Regarding the pair-level concept maps, an assessment standard was adapted to evaluate pair-level concept maps (see Table 1). The pair-level concept maps were evaluated in three dimensions: structure (distribution of nodes), idea (average depth of ideas), and connection (average depth of connections). The overall score was obtained by adding the scores of distributions of nodes (DIS), average depth of ideas (DoI), and average depth of connections (DoC). The performance for each pair was defined as the average score of the pair-level concept maps completed for the three CSCCM activities. Two raters with educational technology background calculated the three values for the pair-level concept maps independently, and they reached agreements through discussions when there were conflicts about the scoring. According to the scoring results, eight pairs were divided into high-performing pairs and low-performing pairs. The high-performing pairs consisting of four pairs (i.e., pair 2, 3, 4, and 7) achieved higher scores for their pair-level concept maps (M = 22.72, SD = 1.10), while the low-performing pairs, also consisting of four pairs (i.e., pair 1, 5, 6, and 8) achieved lower scores for their pair-level concept maps (M = 17.48, SD = 1.10).

Table 1 Assessment standard for pair-level concept maps

The top 100 keywords were extracted from the discussion data and sememes that correspond to keywords were identified. One keyword may belong to several different sememes and we decided to choose a sememe that occurred frequently as the sememe for this keyword. For example, the sememe of a keyword “theory” includes Debate and Knowledge, and the sememe of a keyword “misconception” includes Wrong and Knowledge. The sememe Knowledge appeared with a high frequency, therefore the sememe of keywords “theory” and “misconception” was defined as Knowledge in this research. Finally, the top 100 keywords were identified as 65 sememes. 60 and 52 sememes were identified in the high-performing pairs and low-performing pairs, respectively.

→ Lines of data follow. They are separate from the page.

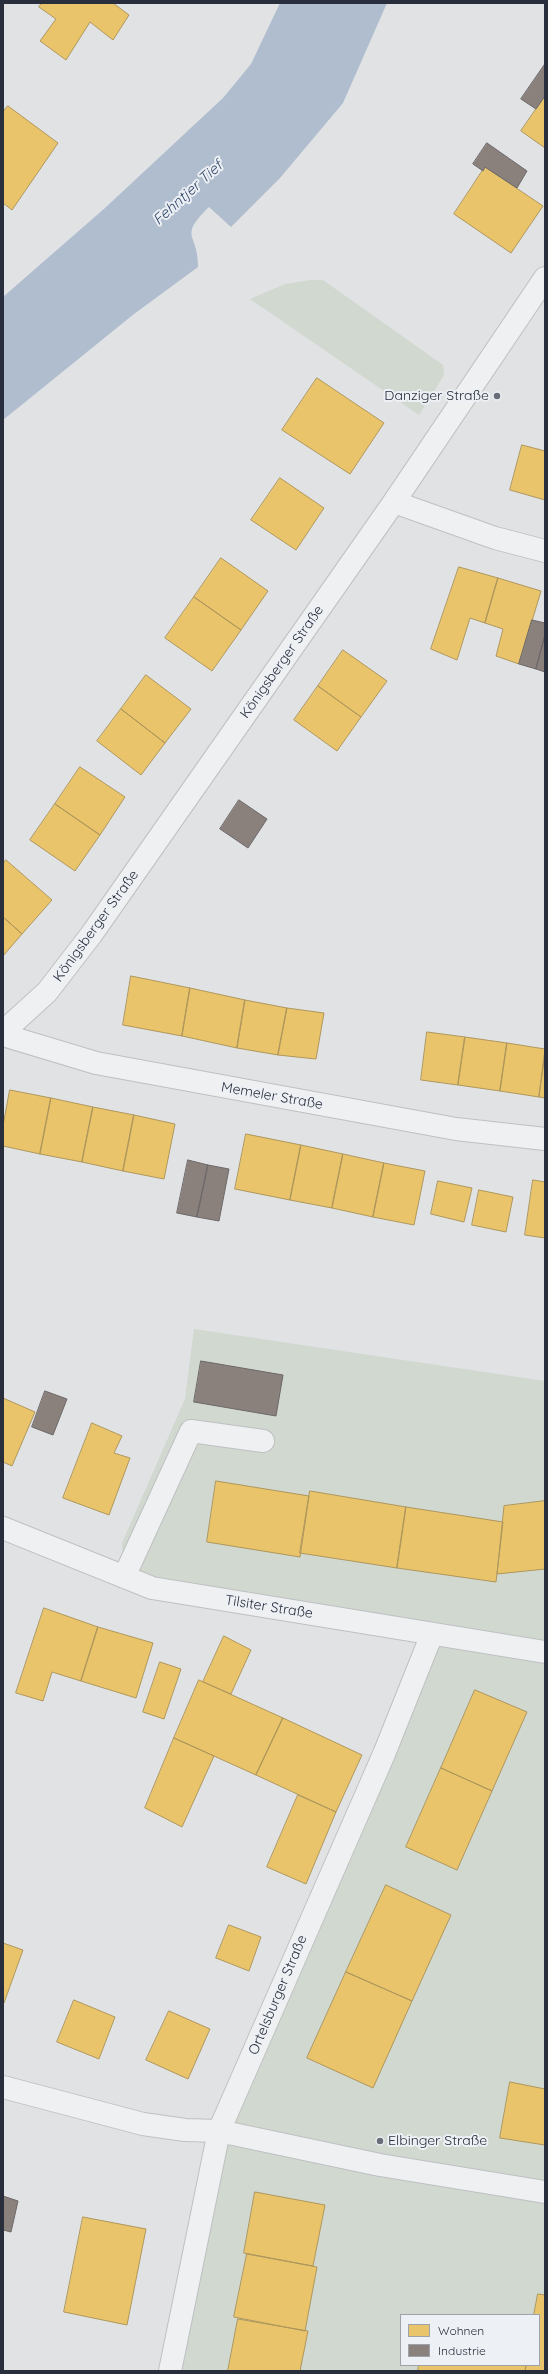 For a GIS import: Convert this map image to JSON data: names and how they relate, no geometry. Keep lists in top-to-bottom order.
{
  "streets": {
    "street": [
      "Königsberger Straße",
      "Memeler Straße",
      "Tilsiter Straße",
      "Ortelsburger Straße"
    ]
  },
  "crossings": [
    ["Tilsiter Straße", "Ortelsburger Straße"]
  ],
  "water": ["Fehntjer Tief"],
  "places": ["Danziger Straße", "Elbinger Straße"],
  "legend": ["Wohnen", "Industrie"]
}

To answer the first question, semantic network analysis (SNA) and epistemic network analysis (ENA) were used to compare sememe characteristics between the high-performing pairs and low-performing pairs. First, the sememe networks of high-performing and low-performing pairs were created to identify co-occurrence structures using the network visualization software, Gephi. Pointwise Mutual Information (PMI) was used to measure the probability of two sememes appearing in all discussions. PMI was represented as

$$PMI({S}_{1},{S}_{2})=\mathrm{log}(\frac{P\left({S}_{1},{S}_{2}\right)}{P({S}_{1})P({S}_{2})})$$

where \(P\left({S}_{1},{S}_{2}\right)\) represented the probability of the co-occurrence of \({S}_{1}\) and \({S}_{2}\), \(P({S}_{1})\) represented the probability of \({S}_{1}\) occurrence, and \(P({S}_{2})\) represented the probability of \({S}_{2}\) occurrence. Modularity analysis, a community detection method based on the Leuven algorithm, was conducted to reveal different clusters within a sememe network. The pair-level SNA metrics were calculated to uncover semantic network characteristics, including density, average path length (APL), transitivity, reciprocity, centralization, distance, and average weighting degree (AWD) (see Table 2) (Ouyang et al., 2021). R package igraph was used to measure those SNA metrics.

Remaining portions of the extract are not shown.